We also questioned the propriety of the award of restitution. Id. at 367-68. This court remanded the case and directed the district court to “conduct a hearing to determine [Kenneth] Mitchell’s status as a ‘direct and proximate victim,’ and the amount of restitution that [was] ‘attributable to the specific conduct supporting the offense of conviction.’ ” Id. at 368.
Walker’s sole argument on appeal is that the district court erred in failing to award a two-level reduction for his minor role in the offense. Walker was not awarded a reduction for his minor role in the offense at his first sentencing, and the issue was not raised in Walker’s first appeal. Id. at 347-68. Walker has waived the issue. See United States v. Marmolejo, 139 F.3d 528, 530-31 (5th Cir. 1998); Eason v. Thaler, 73 F.3d 1322, 1329 (5th Cir. 1996).
Griffin avers that the district court exceeded this court’s mandate when it re *499 calculated her base offense level using the money-laundering statute.
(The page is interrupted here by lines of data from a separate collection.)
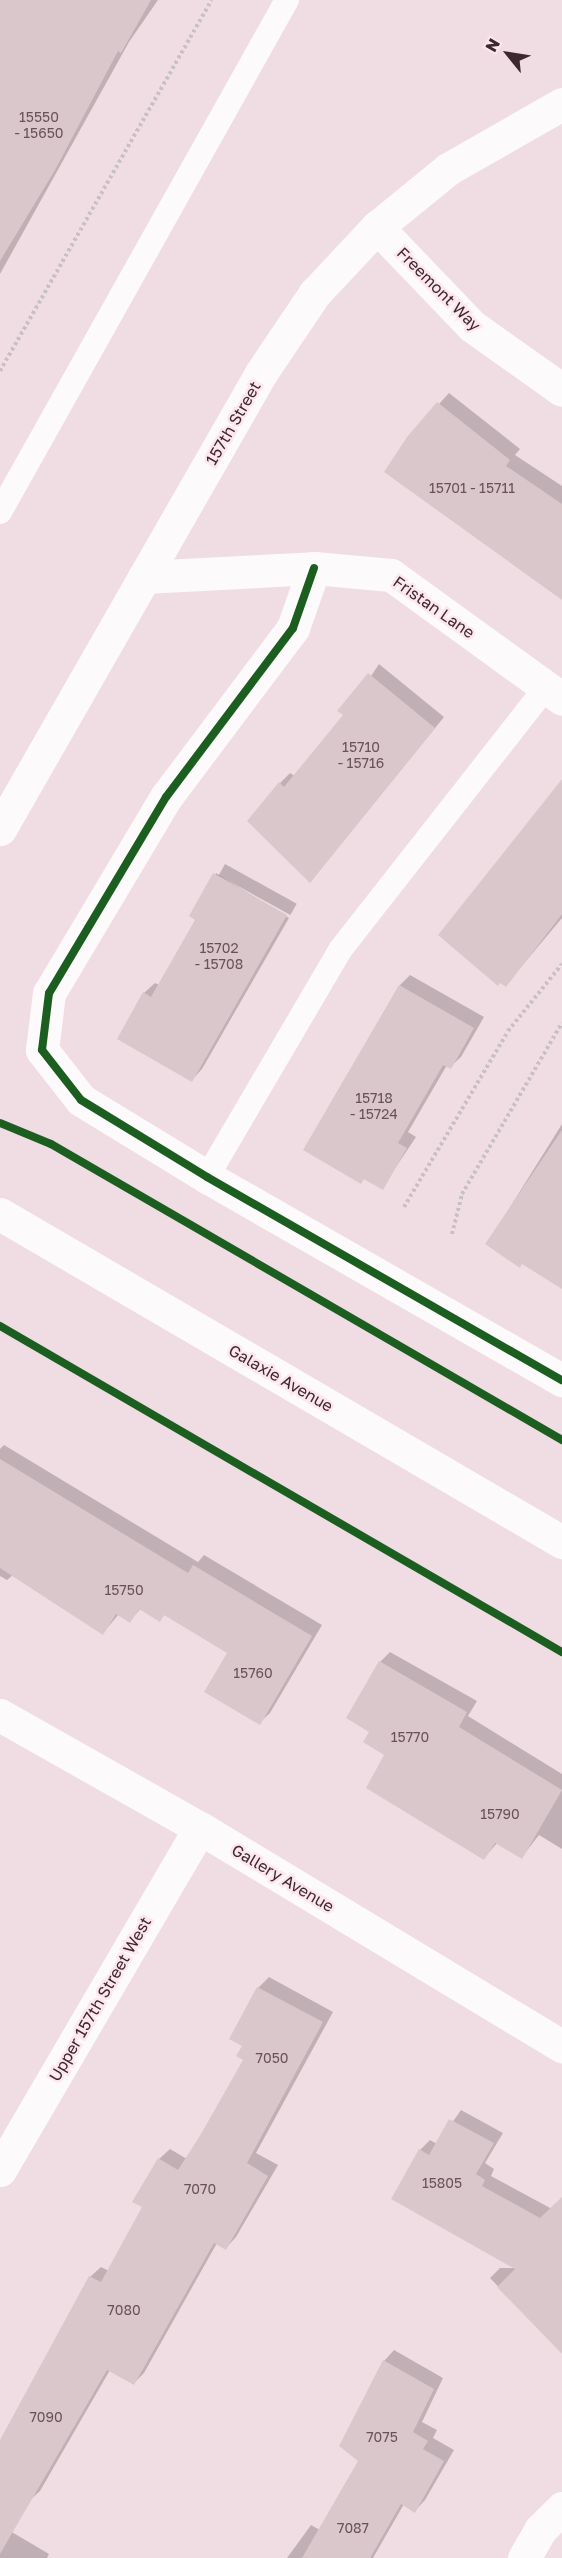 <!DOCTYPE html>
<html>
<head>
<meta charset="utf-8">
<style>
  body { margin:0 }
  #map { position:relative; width:562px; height:2558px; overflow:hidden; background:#f0dde4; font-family:"Golos Text",sans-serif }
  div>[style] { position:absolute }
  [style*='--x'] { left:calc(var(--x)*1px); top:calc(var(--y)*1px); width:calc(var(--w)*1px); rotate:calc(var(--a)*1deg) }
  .shadow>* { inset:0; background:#0003; transform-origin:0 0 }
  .building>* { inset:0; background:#dac7cb }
  .path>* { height:4px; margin-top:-2px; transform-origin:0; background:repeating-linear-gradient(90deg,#c8c0c4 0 3px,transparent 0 6px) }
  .service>* { height:24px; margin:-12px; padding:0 12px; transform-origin:12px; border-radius:12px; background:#fdfafb }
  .minor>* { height:33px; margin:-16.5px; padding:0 16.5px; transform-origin:16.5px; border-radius:16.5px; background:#fdfafb }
  .tertiary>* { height:33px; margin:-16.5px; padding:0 16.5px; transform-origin:16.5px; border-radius:16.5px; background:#fdfafb }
  .cycleway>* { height:8px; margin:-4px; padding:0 4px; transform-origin:4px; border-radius:4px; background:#1b5e20 }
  span { translate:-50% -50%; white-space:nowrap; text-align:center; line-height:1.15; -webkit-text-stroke:5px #fde6ee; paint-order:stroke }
  .number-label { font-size:14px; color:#675259 }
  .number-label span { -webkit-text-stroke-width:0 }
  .street-label { font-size:16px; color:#3d2830 }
  .north { position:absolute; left:478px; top:24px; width:60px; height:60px; -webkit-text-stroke:4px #fde6ee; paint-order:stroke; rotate:300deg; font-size:16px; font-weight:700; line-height:24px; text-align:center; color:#3d2830 }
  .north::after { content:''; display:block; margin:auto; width:21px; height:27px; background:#3d2830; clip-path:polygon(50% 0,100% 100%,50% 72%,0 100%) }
</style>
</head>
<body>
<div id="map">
  <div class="shadow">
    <div style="clip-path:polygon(0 0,158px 0,129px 42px,0 274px)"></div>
    <div style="clip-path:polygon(449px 393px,520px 449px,515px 455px,562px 486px,562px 598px,408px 438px)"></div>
    <div style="clip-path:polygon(379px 664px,444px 717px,320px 870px,280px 783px,290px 773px,295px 776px,345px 715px)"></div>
    <div style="clip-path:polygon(562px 782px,562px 918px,506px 985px)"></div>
    <div style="left:225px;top:864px;width:82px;height:13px;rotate:29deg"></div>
    <div style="clip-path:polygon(216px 873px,289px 918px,202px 1069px,192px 1080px,144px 993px,155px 983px,159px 985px,197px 919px)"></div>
    <div style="clip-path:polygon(410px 975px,484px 1017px,461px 1057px,450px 1067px,447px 1065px,408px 1132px,416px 1137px,382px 1188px,305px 1149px,400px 985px)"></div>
    <div style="clip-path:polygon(562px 1124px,562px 1283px,487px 1244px)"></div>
    <div style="clip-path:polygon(4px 1445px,198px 1562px,204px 1555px,322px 1625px,270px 1713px,259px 1723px,229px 1653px,165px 1614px,160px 1620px,141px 1608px,130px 1621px,119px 1614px,103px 1633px,13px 1575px,7px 1580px,0 1576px,0 1449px)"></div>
    <div style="clip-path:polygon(390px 1652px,477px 1701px,468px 1716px,562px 1774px,562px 1849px,539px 1835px,522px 1857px,498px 1842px,484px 1858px,386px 1754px,371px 1731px,380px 1662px)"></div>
    <div style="clip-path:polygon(269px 1977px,333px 2012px,256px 2153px,278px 2165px,236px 2237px,226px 2248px,217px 2243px,144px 2373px,134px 2383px,110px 2370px,40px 2491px,29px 2501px,0 2485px,0 2443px,90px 2277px,101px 2267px,109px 2271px,144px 2207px,159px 2159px,170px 2149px,187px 2159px,245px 2059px,244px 2045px,231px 2038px,258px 1988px)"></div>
    <div style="clip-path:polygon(461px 2110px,503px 2133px,485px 2163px,494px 2169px,491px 2176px,552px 2209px,562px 2199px,562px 2340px,556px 2346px,490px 2278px,500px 2268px,515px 2268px,420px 2150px,430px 2140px,437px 2144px)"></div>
    <div style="clip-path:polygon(394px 2350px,443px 2378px,422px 2422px,437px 2430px,433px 2438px,454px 2450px,425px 2500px,415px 2511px,404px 2504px,373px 2558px,287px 2558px,311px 2525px,320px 2530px,360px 2461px,384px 2361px)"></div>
    <div style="clip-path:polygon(0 2525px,49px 2554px,47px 2558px,0 2558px)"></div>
  </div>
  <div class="building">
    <div style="clip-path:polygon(0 0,151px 0,121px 53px,118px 51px,55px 170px,0 261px)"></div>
    <div style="clip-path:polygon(437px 402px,510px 460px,506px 466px,562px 504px,562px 600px,384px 472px,407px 437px)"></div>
    <div style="clip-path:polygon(368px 673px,435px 728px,310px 883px,247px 821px,279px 782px,284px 787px,343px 715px,337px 711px)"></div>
    <div style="clip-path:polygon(562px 779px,562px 914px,506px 987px,500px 983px,498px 986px,438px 935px)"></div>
    <div style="clip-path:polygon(213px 873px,287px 915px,192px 1082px,117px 1039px,143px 992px,151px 997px,195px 920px,189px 916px)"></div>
    <div style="clip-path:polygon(399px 985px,474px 1028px,451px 1069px,443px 1065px,398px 1143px,407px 1148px,383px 1190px,364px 1179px,361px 1184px,303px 1150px)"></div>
    <div style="clip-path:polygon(562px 1130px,562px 1289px,522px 1264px,520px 1268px,485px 1244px)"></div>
    <div style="clip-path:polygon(0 1459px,188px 1573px,193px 1565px,312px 1636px,260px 1725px,204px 1692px,227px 1653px,164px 1615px,160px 1622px,139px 1609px,130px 1623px,116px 1614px,103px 1635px,0 1568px)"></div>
    <div style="clip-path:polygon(379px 1661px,467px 1712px,459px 1727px,562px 1790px,522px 1859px,495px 1843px,484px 1860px,366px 1788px,384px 1755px,363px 1742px,369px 1732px,346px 1718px)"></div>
    <div style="clip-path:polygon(257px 1987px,323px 2022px,247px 2163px,268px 2176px,226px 2250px,214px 2243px,134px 2385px,107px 2370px,0 2554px,0 2440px,89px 2276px,101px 2282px,142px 2207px,132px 2202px,158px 2158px,178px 2170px,201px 2134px,243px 2060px,236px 2056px,242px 2046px,229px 2039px)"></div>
    <div style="clip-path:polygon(449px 2119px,494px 2143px,476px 2174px,485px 2180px,482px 2186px,540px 2218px,562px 2197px,562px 2354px,497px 2287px,515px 2269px,391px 2199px,419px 2149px,429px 2155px)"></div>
    <div style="clip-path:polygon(383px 2360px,434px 2389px,413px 2432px,428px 2441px,423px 2449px,444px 2461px,415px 2513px,401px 2504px,370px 2558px,302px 2558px,358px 2461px,339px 2446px)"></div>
  </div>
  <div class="path">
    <div style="--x:0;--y:371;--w:427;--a:-60.3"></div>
    <div style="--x:404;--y:1207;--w:204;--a:-59.4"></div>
    <div style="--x:508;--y:1031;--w:86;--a:-51.1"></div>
    <div style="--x:452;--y:1234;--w:41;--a:-76"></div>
    <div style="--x:462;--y:1194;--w:198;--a:-59.7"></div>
  </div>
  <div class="service">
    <div style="--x:0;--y:512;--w:587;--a:-60.73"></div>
    <div style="--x:207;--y:1177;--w:263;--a:-59.6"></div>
    <div style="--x:340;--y:950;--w:334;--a:-51.9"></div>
  </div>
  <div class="minor">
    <div style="--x:377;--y:227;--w:137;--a:46.2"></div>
    <div style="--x:472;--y:326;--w:110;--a:35.4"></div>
    <div style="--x:314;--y:568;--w:64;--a:109.3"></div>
    <div style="--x:293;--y:628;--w:211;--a:126.9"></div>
    <div style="--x:166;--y:797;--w:228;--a:120.8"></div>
    <div style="--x:49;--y:993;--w:57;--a:97"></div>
    <div style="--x:42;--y:1050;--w:63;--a:52"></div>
    <div style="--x:81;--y:1100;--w:148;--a:31.4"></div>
    <div style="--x:207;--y:1177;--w:409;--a:29.8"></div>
    <div style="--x:144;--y:577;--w:170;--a:-3"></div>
    <div style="--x:314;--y:568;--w:77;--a:5.2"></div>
    <div style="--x:391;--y:575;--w:211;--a:35.9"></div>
    <div style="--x:0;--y:1715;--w:230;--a:29.5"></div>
    <div style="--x:200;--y:1828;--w:423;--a:31.1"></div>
    <div style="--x:0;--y:2170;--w:396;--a:-59.7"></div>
    <div style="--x:524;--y:2558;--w:32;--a:-60"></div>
    <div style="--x:540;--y:2530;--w:31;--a:-45"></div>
  </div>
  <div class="tertiary">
    <div style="--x:0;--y:829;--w:525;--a:-60.21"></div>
    <div style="--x:261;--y:373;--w:97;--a:-56"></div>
    <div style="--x:315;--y:293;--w:91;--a:-46.8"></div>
    <div style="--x:377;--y:227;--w:92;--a:-39.2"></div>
    <div style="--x:448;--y:169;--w:131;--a:-29.7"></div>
    <div style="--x:0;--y:1214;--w:651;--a:30.27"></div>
  </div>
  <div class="cycleway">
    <div style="--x:314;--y:568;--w:64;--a:109.3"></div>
    <div style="--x:293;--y:628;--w:211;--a:126.9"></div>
    <div style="--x:166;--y:797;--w:228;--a:120.8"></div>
    <div style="--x:49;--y:993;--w:57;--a:97"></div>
    <div style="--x:42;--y:1050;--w:63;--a:52"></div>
    <div style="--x:81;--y:1100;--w:148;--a:31.4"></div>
    <div style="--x:207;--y:1177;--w:409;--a:29.8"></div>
    <div style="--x:0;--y:1123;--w:55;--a:22.4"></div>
    <div style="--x:51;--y:1144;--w:591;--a:30.08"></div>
    <div style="--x:0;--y:1326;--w:650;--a:30.12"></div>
  </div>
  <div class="number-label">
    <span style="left:39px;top:125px">15550<br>- 15650</span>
    <span style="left:472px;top:488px">15701 - 15711</span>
    <span style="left:361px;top:755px">15710<br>- 15716</span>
    <span style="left:219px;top:956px">15702<br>- 15708</span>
    <span style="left:374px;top:1106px">15718<br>- 15724</span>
    <span style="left:124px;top:1590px">15750</span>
    <span style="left:253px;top:1673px">15760</span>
    <span style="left:410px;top:1737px">15770</span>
    <span style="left:500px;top:1814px">15790</span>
    <span style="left:272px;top:2058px">7050</span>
    <span style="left:442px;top:2183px">15805</span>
    <span style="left:200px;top:2189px">7070</span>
    <span style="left:124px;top:2310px">7080</span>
    <span style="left:46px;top:2417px">7090</span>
    <span style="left:382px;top:2437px">7075</span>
    <span style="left:353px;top:2528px">7087</span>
  </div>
  <div class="street-label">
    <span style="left:439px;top:289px;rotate:45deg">Freemont Way</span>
    <span style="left:233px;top:423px;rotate:-60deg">157th Street</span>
    <span style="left:434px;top:607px;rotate:35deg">Fristan Lane</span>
    <span style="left:281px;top:1378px;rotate:30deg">Galaxie Avenue</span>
    <span style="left:283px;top:1878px;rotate:31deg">Gallery Avenue</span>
    <span style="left:100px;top:1999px;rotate:-60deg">Upper 157th Street West</span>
  </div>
  <div class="north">N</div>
</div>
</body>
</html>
She also contends that the district court exceeded this court’s mandate by making new findings with regard to the amount of restitution. Griffin maintains that the only issues before the court were whether the credit card charges could be included in the restitution calculation and whether Mitchell was a proximate victim.
Making the changes in Griffin’s sentence as required by this court on remand, ie., that the offense involved only one bribe and adjusting the value of the benefit received from the offense, resulted in the offense level for the money-laundering count of conviction being higher than the offense level for the bribery conviction. Thus, under the grouping rules, the applicable offense level was the offense level for money laundering. U.S.S.G. §§ 3D1.3(a), 2S1.1, 2C1.1. Moreover, the calculation of Griffin’s sentence under the money-laundering guideline was not an issue that was forgone by the original appeal. Rather, the district court followed this court’s mandate and made the changes in her sentence. Marmolejo, 139 F.3d at 531.
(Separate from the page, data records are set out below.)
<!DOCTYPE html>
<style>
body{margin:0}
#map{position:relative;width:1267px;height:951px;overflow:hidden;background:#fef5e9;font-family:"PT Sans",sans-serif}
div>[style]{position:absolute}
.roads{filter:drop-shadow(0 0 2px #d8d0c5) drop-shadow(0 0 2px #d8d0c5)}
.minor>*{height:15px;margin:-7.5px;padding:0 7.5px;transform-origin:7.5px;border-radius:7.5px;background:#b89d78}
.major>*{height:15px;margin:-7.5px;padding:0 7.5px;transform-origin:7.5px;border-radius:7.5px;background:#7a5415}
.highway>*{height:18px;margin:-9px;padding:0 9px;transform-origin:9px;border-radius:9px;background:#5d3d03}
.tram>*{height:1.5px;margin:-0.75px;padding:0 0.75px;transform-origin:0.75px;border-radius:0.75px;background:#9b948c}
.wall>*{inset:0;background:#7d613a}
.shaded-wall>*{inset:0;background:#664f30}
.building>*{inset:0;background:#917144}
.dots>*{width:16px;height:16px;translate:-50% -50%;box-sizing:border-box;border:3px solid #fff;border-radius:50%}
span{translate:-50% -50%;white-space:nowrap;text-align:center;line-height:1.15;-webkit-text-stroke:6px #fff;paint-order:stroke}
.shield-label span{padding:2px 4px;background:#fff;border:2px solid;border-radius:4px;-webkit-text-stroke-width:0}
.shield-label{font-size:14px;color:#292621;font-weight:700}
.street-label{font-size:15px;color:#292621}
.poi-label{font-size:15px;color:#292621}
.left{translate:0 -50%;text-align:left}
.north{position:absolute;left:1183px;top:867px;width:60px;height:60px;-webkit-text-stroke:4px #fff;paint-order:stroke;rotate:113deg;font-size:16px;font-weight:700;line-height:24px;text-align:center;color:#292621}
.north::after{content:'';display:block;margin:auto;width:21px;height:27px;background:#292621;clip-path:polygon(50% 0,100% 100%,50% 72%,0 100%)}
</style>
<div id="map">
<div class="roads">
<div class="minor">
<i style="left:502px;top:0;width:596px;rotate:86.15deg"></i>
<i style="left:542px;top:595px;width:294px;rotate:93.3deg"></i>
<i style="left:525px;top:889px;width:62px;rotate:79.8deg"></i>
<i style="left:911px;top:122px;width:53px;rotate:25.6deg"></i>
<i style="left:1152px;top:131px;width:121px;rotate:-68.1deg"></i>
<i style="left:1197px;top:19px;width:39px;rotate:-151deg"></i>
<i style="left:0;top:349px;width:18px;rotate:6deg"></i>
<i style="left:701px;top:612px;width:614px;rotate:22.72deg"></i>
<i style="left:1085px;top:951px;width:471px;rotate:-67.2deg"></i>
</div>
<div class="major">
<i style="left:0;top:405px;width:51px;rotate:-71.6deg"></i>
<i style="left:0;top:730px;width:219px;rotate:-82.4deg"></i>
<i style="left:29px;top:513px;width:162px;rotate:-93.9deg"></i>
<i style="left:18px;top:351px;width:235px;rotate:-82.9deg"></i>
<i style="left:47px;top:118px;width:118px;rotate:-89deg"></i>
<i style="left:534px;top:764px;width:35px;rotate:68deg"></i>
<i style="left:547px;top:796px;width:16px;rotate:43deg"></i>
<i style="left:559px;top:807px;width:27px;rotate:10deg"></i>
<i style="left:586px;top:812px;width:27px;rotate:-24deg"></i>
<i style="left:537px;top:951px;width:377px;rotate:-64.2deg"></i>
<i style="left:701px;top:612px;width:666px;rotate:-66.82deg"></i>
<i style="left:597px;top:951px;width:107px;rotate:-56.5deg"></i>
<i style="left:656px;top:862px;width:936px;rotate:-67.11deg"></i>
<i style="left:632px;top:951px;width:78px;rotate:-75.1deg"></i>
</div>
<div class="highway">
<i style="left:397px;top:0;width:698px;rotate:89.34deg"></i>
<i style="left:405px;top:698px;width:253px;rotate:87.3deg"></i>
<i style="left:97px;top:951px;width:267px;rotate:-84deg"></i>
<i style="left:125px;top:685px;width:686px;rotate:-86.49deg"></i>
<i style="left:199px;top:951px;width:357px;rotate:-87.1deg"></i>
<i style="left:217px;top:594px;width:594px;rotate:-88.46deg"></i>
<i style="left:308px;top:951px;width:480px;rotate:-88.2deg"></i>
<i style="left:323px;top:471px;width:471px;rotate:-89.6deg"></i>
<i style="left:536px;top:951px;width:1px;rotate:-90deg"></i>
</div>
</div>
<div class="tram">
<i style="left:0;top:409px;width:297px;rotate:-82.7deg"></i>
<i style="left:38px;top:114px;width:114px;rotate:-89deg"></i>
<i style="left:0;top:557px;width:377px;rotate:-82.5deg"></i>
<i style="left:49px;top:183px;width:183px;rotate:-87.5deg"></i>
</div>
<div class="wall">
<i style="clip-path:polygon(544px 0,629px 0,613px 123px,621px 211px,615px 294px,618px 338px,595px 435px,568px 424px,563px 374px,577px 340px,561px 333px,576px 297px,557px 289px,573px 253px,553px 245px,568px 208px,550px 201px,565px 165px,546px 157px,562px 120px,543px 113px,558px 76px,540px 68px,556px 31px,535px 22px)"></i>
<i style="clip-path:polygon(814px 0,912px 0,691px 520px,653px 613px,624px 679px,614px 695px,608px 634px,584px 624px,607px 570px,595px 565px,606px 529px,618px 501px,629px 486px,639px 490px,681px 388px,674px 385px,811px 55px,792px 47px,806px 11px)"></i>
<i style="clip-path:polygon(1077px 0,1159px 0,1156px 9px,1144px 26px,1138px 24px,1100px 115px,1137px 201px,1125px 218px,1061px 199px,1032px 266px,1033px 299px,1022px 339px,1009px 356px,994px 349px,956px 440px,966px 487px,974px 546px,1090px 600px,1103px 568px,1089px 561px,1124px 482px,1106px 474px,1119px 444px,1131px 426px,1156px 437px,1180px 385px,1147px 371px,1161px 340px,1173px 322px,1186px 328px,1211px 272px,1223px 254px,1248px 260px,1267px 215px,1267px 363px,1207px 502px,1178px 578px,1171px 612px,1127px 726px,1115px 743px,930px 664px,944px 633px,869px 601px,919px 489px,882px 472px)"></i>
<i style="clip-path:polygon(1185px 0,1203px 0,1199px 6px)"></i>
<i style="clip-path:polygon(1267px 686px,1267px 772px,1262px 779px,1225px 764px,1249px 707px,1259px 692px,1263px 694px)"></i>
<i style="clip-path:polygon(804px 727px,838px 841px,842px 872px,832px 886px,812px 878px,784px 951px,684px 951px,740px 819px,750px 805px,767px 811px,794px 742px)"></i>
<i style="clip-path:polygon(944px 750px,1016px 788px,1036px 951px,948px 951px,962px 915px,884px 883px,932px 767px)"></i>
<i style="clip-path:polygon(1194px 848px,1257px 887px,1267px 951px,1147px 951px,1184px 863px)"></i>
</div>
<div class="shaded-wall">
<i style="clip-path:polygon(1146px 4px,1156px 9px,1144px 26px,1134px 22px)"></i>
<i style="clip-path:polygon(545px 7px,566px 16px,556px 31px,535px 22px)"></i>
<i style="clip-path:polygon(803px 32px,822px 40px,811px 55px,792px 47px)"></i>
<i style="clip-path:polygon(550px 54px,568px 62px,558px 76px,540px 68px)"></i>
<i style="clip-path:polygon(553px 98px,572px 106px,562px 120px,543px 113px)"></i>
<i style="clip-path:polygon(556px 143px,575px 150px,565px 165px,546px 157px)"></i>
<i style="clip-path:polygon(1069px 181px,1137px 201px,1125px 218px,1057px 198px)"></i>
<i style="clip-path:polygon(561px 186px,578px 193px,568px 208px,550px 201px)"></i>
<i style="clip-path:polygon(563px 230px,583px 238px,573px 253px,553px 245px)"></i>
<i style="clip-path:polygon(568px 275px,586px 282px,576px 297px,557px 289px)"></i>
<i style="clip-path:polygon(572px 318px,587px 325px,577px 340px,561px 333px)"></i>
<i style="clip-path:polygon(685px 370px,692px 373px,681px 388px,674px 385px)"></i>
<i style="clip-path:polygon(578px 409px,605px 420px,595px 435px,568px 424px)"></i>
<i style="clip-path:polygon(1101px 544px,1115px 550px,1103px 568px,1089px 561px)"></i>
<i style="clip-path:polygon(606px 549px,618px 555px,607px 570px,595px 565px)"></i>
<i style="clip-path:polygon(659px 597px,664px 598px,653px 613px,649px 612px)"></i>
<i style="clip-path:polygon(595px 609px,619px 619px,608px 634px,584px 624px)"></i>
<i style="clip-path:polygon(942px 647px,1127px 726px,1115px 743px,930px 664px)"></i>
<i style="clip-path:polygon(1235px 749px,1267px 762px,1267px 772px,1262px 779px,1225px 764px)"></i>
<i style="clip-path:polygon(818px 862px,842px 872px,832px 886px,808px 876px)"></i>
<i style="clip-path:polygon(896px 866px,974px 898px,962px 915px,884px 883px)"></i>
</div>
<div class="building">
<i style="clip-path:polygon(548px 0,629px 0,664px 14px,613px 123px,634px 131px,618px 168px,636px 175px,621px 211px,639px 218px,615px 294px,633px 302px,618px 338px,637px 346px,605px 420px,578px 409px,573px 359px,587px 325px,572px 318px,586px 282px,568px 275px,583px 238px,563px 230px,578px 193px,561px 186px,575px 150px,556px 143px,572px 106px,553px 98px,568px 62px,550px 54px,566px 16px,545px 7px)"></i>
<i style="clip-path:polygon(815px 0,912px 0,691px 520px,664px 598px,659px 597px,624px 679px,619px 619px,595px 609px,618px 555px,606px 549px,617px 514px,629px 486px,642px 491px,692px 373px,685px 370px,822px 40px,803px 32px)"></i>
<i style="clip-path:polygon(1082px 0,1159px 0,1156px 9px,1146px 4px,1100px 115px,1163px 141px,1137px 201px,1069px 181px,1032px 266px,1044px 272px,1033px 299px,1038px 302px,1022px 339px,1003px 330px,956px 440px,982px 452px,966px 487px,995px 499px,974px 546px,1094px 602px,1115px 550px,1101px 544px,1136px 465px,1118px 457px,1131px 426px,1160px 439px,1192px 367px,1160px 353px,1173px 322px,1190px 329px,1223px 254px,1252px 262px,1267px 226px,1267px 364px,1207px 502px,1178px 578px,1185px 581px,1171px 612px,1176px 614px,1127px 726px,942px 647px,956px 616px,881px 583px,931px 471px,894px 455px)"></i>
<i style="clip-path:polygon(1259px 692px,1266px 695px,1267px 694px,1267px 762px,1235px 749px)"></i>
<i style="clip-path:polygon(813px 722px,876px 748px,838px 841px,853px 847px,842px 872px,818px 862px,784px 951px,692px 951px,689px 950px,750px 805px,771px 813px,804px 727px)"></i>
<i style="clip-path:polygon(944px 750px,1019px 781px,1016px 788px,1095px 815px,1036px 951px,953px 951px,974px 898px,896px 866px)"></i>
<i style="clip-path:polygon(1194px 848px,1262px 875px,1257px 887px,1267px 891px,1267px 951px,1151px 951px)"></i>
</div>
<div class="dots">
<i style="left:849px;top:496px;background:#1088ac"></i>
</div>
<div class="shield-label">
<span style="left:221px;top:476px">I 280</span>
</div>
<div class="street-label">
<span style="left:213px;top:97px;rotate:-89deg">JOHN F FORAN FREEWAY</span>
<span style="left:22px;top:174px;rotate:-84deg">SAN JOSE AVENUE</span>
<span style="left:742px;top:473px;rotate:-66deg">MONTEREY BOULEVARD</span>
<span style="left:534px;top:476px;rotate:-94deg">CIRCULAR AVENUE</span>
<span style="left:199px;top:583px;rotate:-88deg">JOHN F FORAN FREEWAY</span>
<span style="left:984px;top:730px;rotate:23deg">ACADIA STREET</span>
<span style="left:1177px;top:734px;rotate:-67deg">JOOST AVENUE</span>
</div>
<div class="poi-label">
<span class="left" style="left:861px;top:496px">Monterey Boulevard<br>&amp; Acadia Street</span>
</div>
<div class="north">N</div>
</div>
With regard to Griffin’s challenge to the restitution order, Griffin does not contend that the district court erred in finding that Mitchell was a “proximate victim.” Nor does she contend that the specific amounts that the district court found to be attributable to the offense conduct were wrong. Accordingly, she is deemed to have abandoned the issues on appeal. Yohey v. Collins, 985 F.2d 222, 224-25 (5th Cir. 1993).
As the district court observed, this court, by directing it to hold a hearing to determine whether Mitchell was a “proximate victim” and whether he was entitled to restitution, did not limit the ability of the district court to hear new evidence with regard to the losses sustained by Mitchell as a result of the offense conduct. Rather, full consideration of the restitution issue was necessary to implement the letter and spirit of this court’s mandate. United States v. Matthews, 312 F.3d 652, 657 (5th Cir. 2002), cert. denied, 538 U.S. 938, 123 S.Ct. 1604, 155 L.Ed.2d 341 (2003).
In addition, the law-of-the-case doctrine does not apply where the evidence at the subsequent proceeding is substantially different. Id. Here, different evidence was produced during a proceeding authorized by this court’s mandate. This was not a case where this court did not leave the issue open for decision or did not authorize the district court to consider additional evidence. United States v. Becerra, 155 F.3d 740, 754 (5th Cir. 1998). Given the foregoing, the judgment of the district court is AFFIRMED.
AFFIRMED.
Pursuant to 5th Cir. R. 47.5, the court has determined that this opinion should not be published and is not precedent except under tire limited circumstances set forth in 5th Cir. R. 47.5.4.